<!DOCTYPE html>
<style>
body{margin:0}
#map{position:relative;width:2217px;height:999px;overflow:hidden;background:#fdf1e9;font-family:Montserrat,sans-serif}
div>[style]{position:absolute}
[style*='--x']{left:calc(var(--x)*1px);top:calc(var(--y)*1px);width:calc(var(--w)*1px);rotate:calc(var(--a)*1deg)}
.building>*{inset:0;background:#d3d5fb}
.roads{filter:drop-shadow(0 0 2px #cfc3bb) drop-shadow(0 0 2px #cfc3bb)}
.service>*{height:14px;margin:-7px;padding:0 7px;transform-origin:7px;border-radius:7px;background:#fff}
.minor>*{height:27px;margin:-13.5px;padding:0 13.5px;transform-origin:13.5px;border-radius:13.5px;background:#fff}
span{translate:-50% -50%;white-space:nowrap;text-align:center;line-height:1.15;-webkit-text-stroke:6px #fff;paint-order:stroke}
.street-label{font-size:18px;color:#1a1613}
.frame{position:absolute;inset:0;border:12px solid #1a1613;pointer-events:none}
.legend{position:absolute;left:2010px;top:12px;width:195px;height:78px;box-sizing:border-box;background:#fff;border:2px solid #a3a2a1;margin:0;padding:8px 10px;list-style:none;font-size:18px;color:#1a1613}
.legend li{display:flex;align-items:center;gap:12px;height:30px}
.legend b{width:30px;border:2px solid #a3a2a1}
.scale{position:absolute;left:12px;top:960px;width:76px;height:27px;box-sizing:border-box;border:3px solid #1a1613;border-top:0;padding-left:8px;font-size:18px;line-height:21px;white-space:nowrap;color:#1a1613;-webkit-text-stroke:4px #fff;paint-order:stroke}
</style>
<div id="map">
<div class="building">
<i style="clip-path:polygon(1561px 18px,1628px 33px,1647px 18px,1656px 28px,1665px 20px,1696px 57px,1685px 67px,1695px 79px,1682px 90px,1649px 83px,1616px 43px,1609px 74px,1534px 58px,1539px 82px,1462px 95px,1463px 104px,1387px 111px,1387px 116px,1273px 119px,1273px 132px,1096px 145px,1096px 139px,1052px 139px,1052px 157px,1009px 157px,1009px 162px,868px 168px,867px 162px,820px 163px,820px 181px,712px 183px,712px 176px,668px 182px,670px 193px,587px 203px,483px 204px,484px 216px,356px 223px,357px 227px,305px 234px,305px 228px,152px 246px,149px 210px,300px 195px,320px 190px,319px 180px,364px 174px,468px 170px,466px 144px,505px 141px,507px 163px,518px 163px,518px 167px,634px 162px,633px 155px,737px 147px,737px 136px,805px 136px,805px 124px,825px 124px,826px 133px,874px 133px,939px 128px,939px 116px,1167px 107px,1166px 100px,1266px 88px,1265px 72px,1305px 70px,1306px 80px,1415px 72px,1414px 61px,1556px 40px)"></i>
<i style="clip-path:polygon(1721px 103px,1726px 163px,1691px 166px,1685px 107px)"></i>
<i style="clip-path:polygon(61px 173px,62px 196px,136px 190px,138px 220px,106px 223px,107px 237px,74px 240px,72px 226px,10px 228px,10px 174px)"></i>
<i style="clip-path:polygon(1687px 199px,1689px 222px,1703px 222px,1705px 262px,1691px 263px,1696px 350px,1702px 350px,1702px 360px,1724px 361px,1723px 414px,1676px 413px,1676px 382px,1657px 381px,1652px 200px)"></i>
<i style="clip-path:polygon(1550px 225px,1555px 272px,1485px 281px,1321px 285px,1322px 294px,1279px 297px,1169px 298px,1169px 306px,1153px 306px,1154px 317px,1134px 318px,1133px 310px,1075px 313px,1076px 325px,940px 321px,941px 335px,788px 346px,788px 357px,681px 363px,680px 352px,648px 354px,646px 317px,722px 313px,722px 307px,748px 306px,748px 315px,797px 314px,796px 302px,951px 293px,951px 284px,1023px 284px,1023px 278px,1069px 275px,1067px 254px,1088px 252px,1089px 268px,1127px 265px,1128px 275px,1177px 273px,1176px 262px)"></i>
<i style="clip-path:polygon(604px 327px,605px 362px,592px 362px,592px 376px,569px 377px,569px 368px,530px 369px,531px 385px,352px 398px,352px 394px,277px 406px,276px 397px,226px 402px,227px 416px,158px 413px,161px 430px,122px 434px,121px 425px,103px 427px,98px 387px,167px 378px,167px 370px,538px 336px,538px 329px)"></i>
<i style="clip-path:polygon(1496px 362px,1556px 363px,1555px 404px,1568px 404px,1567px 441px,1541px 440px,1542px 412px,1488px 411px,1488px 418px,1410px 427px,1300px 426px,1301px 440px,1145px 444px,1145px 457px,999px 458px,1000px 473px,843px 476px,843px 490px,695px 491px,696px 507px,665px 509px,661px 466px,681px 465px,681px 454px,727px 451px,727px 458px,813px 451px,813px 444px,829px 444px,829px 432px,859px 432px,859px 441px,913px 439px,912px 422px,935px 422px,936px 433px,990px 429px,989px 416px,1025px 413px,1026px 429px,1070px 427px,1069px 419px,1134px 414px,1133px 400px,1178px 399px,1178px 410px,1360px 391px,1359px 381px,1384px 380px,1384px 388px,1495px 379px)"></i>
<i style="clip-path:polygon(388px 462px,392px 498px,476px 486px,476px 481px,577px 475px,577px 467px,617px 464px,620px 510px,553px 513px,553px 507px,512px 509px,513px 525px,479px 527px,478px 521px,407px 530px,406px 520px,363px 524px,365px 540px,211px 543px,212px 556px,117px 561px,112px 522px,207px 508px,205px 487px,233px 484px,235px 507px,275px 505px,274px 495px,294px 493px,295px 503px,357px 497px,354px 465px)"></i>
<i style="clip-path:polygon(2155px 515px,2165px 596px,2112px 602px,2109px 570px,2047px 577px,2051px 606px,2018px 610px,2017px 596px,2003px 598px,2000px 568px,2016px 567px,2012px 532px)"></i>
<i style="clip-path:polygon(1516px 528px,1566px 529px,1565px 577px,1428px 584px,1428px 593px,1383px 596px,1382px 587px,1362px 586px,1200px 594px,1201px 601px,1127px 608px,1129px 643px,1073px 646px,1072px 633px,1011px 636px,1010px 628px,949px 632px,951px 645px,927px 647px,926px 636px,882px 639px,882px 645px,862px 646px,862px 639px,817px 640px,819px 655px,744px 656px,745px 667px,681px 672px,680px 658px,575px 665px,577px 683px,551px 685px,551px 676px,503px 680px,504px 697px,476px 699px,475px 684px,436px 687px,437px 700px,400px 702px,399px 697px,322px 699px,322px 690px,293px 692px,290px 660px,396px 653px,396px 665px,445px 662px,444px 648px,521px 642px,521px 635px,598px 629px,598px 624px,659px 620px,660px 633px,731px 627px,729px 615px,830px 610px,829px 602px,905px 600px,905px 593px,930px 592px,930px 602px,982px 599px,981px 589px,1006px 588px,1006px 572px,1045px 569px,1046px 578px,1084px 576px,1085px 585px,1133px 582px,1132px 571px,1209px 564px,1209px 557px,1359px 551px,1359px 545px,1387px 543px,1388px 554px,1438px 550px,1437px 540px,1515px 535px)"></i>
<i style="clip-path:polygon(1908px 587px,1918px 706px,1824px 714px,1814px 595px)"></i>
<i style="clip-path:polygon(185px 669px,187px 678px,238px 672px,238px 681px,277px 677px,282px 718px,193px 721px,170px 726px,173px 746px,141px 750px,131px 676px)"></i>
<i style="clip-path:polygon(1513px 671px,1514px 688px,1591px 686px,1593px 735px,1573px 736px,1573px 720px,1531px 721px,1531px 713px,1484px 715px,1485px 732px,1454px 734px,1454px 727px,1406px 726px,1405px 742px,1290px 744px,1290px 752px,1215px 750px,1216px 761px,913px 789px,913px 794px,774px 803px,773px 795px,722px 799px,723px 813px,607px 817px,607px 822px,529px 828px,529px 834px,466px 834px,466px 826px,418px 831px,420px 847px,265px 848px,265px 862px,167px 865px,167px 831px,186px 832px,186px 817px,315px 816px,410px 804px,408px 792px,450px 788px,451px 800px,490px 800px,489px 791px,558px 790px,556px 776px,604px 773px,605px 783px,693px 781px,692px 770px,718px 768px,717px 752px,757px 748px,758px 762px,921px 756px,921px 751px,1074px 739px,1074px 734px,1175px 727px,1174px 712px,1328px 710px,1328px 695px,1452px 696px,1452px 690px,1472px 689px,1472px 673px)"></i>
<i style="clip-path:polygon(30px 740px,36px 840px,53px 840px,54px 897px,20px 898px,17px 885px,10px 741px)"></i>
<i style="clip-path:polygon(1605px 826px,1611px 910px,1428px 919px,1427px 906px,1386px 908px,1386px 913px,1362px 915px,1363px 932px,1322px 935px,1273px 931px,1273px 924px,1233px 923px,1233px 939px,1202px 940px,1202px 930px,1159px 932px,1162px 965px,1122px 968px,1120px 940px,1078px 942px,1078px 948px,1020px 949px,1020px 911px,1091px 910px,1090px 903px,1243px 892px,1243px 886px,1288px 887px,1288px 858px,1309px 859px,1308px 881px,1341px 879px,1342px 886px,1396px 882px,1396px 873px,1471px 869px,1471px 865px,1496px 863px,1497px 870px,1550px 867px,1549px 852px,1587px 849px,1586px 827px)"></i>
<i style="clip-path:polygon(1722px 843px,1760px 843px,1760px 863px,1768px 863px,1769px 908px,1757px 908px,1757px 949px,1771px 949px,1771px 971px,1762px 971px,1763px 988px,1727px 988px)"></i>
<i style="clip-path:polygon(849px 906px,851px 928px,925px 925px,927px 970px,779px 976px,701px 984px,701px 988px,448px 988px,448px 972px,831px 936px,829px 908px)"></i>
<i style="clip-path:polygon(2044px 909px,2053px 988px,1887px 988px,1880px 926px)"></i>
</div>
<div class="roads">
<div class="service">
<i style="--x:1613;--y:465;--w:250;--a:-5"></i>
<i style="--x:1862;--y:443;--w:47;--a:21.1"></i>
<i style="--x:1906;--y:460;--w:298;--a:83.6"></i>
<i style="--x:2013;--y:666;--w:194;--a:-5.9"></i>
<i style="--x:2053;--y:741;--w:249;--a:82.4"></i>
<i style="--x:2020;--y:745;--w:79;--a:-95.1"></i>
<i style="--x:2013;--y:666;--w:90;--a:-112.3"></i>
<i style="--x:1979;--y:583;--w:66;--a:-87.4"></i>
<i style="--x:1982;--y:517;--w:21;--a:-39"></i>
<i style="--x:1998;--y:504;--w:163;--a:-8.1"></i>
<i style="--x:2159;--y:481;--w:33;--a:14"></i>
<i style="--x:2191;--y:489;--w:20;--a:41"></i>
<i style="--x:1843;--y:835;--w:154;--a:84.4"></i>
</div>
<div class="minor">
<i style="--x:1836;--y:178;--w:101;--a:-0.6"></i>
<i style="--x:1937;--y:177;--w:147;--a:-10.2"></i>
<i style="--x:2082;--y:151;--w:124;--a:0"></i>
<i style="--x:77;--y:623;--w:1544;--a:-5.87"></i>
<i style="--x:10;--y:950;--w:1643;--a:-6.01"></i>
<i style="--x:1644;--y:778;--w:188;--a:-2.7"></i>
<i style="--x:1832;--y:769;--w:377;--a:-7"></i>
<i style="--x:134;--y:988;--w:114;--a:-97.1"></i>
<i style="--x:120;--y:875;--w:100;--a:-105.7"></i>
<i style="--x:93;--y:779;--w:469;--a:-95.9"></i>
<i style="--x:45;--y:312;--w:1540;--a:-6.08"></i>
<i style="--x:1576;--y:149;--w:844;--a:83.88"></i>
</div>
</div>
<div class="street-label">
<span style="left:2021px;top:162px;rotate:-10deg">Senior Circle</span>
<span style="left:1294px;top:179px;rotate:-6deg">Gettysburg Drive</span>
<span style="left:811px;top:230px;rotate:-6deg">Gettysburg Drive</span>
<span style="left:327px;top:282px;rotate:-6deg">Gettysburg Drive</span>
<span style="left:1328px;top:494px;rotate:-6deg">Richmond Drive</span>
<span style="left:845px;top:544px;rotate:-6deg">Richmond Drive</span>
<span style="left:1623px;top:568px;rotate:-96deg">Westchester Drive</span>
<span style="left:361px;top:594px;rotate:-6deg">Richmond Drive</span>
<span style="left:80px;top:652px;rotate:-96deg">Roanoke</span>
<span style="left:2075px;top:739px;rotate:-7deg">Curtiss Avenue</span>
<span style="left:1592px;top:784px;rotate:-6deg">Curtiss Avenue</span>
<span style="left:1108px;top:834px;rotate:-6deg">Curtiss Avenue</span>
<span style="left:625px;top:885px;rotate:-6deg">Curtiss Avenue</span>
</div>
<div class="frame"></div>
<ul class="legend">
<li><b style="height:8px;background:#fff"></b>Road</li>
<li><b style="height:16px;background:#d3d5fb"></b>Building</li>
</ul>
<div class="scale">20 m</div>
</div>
***
* [ASSIGNMENT]:
From the opening line of the data above through the line holding "2px #cfc3bb) drop-shadow(0", give every line again exactly as it stands.

* [RESPONSE BELOW]:
<!DOCTYPE html>
<style>
body{margin:0}
#map{position:relative;width:2217px;height:999px;overflow:hidden;background:#fdf1e9;font-family:Montserrat,sans-serif}
div>[style]{position:absolute}
[style*='--x']{left:calc(var(--x)*1px);top:calc(var(--y)*1px);width:calc(var(--w)*1px);rotate:calc(var(--a)*1deg)}
.building>*{inset:0;background:#d3d5fb}
.roads{filter:drop-shadow(0 0 2px #cfc3bb) drop-shadow(0 0 2px #cfc3bb)}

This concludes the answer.